If a line below contains the string "heat", return that line.

==================================================

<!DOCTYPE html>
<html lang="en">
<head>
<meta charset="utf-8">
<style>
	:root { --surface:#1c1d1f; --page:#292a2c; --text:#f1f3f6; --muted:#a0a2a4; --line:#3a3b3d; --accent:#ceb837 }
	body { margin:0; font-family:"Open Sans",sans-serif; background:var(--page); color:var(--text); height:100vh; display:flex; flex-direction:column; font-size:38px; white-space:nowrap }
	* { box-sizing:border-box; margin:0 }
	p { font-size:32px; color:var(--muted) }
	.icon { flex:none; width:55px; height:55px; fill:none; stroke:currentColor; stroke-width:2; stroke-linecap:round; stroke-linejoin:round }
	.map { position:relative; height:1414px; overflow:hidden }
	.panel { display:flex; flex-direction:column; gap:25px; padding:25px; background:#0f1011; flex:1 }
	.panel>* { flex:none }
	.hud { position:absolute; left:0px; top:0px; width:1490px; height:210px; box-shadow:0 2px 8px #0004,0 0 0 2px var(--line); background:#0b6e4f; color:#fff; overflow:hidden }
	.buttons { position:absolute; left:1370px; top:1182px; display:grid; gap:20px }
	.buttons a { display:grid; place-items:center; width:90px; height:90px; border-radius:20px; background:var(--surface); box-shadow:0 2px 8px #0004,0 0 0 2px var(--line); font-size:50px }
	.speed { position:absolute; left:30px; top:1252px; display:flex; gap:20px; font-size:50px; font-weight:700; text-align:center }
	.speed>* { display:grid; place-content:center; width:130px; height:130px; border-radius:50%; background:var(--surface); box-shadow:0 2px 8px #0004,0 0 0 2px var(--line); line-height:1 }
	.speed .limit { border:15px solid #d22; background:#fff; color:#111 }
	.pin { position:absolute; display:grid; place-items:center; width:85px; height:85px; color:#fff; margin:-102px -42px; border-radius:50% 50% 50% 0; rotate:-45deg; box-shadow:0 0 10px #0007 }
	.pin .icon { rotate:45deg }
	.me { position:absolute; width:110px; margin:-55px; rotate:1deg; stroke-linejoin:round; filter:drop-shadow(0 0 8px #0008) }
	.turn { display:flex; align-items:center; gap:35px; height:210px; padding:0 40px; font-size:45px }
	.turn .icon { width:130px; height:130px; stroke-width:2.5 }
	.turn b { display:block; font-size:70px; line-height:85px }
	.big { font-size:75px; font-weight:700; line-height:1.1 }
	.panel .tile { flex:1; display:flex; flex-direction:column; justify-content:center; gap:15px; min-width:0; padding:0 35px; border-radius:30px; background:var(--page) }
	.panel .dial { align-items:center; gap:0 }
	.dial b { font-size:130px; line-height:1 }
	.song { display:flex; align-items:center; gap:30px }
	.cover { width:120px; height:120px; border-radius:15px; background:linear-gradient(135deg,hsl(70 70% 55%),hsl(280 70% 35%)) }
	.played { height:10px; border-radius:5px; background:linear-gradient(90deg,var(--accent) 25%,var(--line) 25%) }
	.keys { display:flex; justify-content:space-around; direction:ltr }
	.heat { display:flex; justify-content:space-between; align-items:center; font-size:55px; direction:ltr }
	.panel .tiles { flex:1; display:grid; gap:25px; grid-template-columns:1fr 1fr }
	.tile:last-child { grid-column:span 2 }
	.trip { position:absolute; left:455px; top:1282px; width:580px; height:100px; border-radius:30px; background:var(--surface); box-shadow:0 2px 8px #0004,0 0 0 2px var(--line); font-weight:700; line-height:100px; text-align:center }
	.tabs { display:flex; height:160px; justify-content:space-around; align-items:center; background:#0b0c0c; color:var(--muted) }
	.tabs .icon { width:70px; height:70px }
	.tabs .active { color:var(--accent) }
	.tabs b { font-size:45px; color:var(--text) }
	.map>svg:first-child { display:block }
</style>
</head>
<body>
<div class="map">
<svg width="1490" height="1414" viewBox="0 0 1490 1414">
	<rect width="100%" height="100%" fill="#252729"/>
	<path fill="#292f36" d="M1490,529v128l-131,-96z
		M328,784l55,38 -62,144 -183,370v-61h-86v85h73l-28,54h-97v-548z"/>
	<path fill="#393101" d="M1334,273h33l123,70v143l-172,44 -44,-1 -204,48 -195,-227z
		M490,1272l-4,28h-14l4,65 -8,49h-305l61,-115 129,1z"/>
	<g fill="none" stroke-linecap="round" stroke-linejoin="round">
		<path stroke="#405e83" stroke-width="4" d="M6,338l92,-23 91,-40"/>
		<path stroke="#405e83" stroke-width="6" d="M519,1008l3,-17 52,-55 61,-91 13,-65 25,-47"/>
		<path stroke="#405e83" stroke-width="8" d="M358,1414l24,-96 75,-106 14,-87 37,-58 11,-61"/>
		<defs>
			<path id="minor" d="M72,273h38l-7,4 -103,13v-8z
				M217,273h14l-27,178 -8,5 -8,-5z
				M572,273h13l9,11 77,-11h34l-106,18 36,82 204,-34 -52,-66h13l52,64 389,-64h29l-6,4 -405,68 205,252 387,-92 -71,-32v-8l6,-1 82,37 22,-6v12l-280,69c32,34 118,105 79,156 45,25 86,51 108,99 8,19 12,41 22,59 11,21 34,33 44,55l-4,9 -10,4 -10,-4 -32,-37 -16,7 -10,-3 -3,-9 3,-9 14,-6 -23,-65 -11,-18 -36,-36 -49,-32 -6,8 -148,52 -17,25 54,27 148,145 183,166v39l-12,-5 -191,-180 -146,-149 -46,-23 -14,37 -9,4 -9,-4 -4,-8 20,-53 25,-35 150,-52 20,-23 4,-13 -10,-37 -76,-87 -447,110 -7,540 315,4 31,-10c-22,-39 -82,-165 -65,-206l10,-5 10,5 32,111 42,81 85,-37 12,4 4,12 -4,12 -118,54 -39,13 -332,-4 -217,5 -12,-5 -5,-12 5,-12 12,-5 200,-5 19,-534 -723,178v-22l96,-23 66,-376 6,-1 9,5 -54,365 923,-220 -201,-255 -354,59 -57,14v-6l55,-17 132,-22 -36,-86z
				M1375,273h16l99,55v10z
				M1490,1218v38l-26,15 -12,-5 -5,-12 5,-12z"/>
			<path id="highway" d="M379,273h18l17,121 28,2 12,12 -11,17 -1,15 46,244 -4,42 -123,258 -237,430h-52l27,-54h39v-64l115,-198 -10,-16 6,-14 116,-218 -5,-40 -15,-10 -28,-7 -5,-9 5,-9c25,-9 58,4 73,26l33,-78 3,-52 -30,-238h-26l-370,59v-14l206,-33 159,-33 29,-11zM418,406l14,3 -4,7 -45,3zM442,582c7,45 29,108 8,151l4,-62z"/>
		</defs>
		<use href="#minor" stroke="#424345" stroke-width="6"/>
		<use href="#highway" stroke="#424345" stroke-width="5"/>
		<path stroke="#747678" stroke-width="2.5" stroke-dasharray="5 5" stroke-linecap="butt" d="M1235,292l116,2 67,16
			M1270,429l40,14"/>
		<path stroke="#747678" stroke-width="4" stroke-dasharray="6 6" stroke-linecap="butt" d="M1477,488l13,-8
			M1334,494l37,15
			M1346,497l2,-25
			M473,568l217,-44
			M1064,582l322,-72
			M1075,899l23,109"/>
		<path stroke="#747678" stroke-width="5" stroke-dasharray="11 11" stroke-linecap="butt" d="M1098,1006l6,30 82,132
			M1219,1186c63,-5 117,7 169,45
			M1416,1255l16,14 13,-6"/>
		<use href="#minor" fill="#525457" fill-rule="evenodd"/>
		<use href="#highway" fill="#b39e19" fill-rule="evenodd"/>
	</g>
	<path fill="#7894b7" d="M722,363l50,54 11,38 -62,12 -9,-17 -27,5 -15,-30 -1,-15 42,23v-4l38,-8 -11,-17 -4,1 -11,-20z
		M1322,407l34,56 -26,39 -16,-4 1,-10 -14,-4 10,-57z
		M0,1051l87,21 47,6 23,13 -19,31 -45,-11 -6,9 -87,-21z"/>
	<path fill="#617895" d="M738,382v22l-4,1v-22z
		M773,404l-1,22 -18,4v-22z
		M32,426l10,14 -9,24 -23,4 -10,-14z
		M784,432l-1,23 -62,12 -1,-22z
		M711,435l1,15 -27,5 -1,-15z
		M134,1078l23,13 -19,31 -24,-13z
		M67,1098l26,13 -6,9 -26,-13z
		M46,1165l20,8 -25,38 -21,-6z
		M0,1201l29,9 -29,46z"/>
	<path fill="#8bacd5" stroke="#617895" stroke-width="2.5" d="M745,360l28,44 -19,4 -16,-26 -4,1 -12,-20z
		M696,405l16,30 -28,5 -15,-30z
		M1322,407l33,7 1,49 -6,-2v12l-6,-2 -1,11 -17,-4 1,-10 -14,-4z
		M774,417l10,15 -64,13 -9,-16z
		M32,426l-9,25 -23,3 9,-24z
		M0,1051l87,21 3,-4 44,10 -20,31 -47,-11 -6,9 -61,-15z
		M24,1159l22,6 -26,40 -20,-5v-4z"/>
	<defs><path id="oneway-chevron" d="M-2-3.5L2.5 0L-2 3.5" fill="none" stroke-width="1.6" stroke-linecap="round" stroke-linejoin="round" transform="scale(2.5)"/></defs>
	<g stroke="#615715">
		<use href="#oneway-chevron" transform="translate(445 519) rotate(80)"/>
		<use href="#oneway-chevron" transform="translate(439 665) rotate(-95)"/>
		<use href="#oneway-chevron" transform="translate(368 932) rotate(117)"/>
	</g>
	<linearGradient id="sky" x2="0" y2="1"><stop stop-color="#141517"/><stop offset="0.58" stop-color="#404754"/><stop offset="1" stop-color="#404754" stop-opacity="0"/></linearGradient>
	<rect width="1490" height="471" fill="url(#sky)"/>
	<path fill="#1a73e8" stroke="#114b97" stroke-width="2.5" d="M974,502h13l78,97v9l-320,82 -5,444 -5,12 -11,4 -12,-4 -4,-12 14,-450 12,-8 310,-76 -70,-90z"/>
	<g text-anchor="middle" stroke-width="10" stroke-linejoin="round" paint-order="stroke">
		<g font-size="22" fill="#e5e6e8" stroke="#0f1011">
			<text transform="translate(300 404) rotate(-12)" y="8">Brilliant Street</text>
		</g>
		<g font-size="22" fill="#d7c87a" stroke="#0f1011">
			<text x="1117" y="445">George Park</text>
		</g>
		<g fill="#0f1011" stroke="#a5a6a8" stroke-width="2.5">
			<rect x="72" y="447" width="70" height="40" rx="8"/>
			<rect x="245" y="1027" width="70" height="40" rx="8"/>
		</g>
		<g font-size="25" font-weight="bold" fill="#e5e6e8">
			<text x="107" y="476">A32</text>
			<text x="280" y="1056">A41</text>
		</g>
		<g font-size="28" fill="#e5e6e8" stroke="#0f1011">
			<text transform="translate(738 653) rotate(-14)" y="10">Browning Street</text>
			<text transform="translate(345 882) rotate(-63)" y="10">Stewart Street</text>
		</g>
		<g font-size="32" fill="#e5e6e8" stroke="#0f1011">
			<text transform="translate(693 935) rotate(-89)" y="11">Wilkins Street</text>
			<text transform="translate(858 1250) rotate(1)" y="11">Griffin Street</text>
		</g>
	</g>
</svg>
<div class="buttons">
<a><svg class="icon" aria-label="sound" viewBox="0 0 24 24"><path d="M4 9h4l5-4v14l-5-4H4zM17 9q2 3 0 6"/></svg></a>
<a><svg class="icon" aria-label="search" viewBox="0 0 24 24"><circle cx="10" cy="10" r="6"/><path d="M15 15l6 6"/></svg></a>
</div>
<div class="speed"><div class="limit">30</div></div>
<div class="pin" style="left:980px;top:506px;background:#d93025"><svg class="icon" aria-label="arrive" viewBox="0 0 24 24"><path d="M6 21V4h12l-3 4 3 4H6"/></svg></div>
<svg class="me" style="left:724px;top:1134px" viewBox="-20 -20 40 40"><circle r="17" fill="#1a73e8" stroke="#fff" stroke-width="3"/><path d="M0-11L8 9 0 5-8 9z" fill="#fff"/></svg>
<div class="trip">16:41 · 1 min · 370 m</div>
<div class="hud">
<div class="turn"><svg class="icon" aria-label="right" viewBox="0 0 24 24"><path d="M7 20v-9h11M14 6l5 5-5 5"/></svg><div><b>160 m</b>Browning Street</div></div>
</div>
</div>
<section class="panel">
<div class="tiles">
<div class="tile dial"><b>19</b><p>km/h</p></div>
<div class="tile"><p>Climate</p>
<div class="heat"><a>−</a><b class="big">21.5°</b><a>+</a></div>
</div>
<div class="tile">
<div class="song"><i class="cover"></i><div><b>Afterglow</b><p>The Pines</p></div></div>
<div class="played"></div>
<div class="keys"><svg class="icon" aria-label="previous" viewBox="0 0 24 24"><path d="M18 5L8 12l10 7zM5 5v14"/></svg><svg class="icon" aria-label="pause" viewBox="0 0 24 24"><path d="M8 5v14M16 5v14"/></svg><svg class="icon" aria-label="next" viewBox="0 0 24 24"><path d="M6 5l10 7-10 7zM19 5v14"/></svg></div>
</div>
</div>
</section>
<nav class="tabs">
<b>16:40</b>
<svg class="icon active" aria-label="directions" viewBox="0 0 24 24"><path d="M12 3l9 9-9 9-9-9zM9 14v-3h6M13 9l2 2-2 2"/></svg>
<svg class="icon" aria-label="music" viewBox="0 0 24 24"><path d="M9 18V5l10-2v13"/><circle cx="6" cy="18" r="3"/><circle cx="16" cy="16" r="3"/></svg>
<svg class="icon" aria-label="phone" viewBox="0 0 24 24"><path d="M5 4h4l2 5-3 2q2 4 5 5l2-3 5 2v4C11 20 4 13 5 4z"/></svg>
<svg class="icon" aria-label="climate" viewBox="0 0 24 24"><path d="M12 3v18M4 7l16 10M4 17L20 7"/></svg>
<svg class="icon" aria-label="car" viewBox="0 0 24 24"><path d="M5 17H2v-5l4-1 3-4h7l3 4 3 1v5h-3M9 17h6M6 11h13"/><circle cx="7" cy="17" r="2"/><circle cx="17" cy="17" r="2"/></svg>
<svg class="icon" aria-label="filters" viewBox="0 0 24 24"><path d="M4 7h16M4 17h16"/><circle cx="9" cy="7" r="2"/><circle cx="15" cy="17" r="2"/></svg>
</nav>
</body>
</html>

==================================================

Reply:
	.heat { display:flex; justify-content:space-between; align-items:center; font-size:55px; direction:ltr }
<div class="heat"><a>−</a><b class="big">21.5°</b><a>+</a></div>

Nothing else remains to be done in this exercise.